Nell’Azienda ospedaliero-universitaria di Cagliari dal 2011 è disponibile l’unica realtà pubblica a livello regionale che si occupa, in maniera specifica e integrata, della presa in carico delle persone con incongruenza di genere, che affrontano un percorso di affermazione.
Il servizio offre agli utenti della Sardegna, che ne fanno richiesta, un percorso diagnostico e di supporto psicologico e psichiatrico, oltre che endocrinologico e di indirizzamento all’opzione chirurgica.
A partire dal 2011 oltre 200 persone si sono rivolte al servizio, con un notevole incremento della richiesta negli ultimi anni.
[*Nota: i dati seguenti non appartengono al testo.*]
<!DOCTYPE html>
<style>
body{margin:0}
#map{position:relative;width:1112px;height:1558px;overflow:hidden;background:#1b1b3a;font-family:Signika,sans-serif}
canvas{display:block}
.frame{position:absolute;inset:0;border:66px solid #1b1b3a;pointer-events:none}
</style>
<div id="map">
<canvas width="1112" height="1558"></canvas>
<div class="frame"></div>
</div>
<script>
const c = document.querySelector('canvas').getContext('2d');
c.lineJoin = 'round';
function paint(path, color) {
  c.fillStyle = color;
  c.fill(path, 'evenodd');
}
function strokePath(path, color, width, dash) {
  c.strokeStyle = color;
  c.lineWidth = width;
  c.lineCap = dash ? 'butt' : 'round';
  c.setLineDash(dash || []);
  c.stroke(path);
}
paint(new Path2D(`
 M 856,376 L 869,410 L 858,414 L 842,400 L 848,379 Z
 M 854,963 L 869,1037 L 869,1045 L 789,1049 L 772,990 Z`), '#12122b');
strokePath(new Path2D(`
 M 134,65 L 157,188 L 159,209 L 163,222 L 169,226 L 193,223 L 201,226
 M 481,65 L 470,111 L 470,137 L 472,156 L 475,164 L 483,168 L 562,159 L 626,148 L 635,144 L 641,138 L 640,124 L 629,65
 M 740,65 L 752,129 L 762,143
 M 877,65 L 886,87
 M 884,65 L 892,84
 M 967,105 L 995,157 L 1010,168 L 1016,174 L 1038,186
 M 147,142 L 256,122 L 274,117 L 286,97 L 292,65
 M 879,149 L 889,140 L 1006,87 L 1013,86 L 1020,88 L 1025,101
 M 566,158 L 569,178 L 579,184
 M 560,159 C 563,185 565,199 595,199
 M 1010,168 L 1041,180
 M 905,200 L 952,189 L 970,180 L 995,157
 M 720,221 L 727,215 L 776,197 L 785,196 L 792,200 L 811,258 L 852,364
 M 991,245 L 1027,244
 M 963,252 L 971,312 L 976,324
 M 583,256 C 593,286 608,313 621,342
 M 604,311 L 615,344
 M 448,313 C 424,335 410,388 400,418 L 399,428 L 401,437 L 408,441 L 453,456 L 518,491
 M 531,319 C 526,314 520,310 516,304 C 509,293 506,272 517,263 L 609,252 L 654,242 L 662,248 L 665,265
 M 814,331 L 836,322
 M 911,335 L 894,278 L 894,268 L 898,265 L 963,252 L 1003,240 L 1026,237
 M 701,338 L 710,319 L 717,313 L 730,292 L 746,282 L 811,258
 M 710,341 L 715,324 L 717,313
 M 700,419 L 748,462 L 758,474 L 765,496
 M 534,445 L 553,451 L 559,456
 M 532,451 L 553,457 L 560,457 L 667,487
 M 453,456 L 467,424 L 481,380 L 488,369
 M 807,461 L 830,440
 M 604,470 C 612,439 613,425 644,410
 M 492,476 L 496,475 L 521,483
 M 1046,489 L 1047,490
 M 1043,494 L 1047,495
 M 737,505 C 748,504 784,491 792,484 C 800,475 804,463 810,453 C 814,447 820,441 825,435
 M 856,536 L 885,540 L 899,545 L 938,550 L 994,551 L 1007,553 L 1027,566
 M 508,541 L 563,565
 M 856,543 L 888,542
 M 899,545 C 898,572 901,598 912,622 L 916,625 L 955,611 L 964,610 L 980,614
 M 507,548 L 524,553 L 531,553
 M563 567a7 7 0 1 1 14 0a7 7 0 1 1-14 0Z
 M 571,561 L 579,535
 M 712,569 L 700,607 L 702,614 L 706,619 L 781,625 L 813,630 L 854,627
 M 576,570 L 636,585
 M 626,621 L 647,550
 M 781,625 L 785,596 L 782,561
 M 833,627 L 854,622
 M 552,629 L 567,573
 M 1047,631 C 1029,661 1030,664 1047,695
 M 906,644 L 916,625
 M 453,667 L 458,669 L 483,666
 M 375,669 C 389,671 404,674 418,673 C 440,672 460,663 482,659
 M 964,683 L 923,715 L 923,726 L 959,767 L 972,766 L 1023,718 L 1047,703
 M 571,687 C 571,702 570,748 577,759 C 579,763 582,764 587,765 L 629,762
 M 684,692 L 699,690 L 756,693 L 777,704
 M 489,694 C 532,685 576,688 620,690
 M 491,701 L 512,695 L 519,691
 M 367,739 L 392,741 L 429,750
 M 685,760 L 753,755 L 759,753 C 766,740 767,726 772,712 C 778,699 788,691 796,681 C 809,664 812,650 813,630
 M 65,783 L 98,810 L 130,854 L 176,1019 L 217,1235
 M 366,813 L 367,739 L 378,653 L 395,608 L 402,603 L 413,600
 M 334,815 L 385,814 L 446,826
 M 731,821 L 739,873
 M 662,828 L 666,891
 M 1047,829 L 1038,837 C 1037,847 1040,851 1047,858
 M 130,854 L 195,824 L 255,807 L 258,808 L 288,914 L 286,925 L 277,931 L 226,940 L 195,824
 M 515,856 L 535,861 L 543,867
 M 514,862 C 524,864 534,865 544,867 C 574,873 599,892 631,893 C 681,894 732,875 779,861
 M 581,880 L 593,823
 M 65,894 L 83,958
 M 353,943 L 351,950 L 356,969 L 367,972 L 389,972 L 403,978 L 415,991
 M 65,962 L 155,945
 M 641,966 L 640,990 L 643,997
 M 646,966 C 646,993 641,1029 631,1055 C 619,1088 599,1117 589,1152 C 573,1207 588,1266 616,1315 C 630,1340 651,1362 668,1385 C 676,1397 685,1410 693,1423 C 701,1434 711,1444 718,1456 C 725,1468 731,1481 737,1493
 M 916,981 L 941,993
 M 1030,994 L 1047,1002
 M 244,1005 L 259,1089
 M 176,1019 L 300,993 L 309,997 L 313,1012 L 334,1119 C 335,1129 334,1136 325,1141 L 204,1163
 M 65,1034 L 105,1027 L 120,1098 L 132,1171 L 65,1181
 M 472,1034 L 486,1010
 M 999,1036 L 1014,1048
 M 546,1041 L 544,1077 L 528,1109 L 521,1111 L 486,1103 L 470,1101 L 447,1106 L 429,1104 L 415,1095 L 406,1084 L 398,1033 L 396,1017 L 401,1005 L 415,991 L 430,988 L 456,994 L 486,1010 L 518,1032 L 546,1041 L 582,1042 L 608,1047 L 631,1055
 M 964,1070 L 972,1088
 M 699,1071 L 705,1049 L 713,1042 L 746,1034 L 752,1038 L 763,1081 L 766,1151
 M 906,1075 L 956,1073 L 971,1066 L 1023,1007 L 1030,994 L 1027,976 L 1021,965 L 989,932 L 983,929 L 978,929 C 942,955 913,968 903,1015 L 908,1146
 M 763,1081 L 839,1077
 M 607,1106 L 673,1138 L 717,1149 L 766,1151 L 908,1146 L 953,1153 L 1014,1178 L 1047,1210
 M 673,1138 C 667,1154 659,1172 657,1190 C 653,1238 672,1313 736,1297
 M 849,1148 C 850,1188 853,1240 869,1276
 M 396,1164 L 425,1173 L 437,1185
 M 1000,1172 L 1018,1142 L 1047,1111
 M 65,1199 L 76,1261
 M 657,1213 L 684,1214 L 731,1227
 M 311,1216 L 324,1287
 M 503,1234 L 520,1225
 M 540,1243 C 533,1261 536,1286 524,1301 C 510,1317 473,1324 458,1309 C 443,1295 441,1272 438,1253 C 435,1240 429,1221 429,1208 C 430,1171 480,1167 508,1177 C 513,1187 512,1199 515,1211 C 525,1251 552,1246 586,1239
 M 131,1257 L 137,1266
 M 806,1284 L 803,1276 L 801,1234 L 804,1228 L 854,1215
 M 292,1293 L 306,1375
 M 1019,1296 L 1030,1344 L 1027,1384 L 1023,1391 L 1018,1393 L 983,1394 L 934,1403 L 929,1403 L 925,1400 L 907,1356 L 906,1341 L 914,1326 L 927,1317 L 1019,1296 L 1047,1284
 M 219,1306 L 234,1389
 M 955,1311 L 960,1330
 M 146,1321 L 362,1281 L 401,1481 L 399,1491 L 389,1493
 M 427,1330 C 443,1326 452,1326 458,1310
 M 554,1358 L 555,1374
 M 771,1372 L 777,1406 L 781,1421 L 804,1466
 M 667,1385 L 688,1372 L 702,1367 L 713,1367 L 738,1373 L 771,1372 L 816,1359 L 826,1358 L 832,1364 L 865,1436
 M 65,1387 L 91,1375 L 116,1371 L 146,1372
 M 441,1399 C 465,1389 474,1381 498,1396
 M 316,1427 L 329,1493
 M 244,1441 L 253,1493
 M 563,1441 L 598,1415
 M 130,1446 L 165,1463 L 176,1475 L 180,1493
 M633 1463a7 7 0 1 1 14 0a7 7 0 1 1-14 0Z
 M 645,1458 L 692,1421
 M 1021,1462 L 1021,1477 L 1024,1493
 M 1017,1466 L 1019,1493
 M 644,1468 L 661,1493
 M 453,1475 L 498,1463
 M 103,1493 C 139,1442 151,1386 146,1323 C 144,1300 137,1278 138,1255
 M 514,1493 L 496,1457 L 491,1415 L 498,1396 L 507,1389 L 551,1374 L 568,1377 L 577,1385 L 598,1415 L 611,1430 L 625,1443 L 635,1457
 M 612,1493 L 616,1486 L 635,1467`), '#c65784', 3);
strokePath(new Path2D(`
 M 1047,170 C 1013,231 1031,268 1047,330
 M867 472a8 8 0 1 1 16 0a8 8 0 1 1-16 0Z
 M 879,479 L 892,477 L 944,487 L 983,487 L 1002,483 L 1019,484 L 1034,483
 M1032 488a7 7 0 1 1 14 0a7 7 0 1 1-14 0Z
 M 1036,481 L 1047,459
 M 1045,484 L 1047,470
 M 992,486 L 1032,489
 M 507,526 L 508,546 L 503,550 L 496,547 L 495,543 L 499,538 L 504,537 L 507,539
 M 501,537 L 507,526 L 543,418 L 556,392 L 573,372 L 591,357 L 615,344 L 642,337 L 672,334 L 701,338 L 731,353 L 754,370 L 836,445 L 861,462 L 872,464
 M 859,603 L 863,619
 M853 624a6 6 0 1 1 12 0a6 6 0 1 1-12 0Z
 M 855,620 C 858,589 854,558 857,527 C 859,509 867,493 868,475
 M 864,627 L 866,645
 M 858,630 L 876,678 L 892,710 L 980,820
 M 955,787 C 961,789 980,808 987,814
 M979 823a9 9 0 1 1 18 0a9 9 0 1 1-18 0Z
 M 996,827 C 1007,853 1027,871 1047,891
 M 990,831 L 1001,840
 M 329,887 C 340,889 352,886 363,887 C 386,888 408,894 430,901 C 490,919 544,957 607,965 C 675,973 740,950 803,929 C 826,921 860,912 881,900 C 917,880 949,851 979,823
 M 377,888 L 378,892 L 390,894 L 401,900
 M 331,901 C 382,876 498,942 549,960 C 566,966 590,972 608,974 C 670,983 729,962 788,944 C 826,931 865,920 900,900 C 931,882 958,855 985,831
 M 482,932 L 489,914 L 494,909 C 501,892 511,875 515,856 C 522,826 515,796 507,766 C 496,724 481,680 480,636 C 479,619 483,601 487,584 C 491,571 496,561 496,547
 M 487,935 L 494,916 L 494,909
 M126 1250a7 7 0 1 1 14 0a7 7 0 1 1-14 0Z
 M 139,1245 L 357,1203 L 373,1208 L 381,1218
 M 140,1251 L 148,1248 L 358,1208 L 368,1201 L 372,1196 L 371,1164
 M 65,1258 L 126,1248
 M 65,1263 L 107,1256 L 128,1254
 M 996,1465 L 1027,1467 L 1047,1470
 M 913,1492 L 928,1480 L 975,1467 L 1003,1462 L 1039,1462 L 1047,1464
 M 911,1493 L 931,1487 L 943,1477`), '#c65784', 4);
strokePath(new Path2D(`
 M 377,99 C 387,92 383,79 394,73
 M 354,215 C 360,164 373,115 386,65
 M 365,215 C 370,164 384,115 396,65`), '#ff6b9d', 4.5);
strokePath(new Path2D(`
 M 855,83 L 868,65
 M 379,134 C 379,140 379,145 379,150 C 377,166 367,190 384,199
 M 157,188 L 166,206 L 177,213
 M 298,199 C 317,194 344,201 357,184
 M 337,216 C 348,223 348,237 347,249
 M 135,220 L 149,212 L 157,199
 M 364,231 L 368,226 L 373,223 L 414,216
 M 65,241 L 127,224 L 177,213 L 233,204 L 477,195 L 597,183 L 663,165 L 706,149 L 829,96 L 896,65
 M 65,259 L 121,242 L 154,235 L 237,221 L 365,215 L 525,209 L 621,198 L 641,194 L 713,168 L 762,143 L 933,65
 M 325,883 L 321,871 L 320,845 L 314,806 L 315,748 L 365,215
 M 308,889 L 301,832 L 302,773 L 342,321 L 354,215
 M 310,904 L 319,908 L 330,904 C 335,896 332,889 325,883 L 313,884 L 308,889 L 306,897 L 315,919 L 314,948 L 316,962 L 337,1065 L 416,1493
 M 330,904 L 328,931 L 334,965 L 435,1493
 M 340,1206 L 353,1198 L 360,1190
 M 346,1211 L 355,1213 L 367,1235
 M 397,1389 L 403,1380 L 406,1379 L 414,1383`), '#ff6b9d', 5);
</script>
L’ambulatorio nasce dalla collaborazione tra la Struttura Complessa di Psichiatria, coordinata dalla professoressa Federica Pinna, e quella di Endocrinologia, in cui opera il dottor Alessandro Oppo.
“La disforia di genere è attualmente inquadrata come una diagnosi psichiatrica che si caratterizza per la presenza nell’individuo di una marcata e persistente sofferenza, in rapporto alla percezione di un mancato allineamento tra il sesso biologico e l’identità di genere, quindi il senso intimo, profondo e soggettivo col quale una persona si identifica (uomo, donna o genere alternativo)”.
“È importante sottolineare che il focus di questa diagnosi è sulla sofferenza dell’individuo e non su un’identità disturbata. Questa sofferenza porta queste persone a richiedere a uno dei Centri specializzati del territorio di avviare un percorso di affermazione al genere percepito” spiega la direttrice di Psichiatria del San Giovanni di Dio.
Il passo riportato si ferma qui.